>>>

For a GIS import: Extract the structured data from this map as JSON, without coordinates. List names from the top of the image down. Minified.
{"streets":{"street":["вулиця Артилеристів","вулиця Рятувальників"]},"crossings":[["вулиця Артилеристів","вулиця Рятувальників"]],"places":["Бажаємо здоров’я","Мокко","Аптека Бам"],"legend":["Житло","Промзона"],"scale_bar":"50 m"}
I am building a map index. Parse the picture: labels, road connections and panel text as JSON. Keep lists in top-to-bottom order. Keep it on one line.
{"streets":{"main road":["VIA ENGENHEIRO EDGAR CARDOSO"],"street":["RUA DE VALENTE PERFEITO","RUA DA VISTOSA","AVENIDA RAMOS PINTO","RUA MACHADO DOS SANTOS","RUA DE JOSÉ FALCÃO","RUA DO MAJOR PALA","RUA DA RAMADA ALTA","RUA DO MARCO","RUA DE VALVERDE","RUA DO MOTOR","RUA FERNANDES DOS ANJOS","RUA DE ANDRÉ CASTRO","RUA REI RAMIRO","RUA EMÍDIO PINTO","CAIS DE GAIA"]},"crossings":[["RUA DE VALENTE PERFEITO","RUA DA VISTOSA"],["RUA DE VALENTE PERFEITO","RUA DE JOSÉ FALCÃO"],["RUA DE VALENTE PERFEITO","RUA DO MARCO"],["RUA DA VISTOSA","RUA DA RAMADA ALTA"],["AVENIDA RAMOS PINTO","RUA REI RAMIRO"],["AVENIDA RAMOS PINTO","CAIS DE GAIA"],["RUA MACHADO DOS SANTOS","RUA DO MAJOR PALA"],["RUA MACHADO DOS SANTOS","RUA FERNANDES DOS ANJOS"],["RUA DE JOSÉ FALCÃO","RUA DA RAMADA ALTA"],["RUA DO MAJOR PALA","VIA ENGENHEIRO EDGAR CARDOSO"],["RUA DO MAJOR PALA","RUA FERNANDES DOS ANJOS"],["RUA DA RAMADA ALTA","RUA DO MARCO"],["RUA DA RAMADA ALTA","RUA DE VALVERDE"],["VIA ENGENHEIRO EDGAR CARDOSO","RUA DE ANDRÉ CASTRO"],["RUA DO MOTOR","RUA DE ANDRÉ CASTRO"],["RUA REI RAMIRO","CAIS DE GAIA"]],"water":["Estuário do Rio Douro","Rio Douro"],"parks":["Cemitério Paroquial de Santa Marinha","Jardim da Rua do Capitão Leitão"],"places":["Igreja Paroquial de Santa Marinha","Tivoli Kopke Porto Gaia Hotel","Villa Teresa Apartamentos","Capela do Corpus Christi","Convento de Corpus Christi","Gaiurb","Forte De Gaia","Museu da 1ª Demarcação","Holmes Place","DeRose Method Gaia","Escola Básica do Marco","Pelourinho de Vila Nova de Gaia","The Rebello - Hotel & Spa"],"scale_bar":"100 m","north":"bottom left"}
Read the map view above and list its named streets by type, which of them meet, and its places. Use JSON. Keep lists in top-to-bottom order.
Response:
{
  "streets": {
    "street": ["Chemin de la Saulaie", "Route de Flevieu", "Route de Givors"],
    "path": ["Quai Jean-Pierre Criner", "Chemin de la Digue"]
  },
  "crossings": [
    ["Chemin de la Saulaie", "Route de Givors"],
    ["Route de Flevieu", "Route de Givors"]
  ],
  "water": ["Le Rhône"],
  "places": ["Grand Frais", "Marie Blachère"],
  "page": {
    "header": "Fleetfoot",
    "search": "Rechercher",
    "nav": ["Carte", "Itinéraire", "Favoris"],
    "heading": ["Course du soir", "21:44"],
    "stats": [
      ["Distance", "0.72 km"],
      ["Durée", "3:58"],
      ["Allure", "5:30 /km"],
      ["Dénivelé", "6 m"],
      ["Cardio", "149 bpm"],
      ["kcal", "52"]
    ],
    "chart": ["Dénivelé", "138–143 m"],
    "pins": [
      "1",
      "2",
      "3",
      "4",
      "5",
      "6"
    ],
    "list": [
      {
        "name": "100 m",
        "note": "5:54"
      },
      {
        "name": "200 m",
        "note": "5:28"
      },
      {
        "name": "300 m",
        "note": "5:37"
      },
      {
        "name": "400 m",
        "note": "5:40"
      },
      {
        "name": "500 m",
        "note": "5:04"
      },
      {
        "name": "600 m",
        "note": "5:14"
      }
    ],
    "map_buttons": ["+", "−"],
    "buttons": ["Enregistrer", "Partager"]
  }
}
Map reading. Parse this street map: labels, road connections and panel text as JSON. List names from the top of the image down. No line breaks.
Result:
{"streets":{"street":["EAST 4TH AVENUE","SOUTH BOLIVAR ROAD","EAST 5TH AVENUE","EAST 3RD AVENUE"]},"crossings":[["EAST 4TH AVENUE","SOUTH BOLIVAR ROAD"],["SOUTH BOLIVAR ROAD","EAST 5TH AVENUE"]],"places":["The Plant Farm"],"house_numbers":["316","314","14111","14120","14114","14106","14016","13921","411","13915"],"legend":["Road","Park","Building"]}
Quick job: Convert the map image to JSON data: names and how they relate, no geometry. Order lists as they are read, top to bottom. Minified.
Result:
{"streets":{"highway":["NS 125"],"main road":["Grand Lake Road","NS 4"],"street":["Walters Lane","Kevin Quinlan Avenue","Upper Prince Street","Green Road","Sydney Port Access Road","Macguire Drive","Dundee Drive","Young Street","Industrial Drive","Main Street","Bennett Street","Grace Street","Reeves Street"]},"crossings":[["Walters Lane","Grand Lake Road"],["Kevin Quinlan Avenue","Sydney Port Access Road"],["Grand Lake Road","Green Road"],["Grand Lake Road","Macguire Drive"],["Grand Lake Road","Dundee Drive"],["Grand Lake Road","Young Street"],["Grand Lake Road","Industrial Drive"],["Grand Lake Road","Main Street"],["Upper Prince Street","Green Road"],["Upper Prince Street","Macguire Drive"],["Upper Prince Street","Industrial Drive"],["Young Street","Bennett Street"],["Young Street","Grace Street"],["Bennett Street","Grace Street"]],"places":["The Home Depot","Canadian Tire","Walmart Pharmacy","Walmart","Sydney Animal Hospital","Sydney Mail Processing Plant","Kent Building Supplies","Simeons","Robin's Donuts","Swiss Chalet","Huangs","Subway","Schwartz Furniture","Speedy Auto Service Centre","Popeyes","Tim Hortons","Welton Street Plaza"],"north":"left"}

<<<

Gather up every line from the listing above in which the word "Givors" occurs.

● **Solved problem**:
    "street": ["Chemin de la Saulaie", "Route de Flevieu", "Route de Givors"],
    ["Chemin de la Saulaie", "Route de Givors"],
    ["Route de Flevieu", "Route de Givors"]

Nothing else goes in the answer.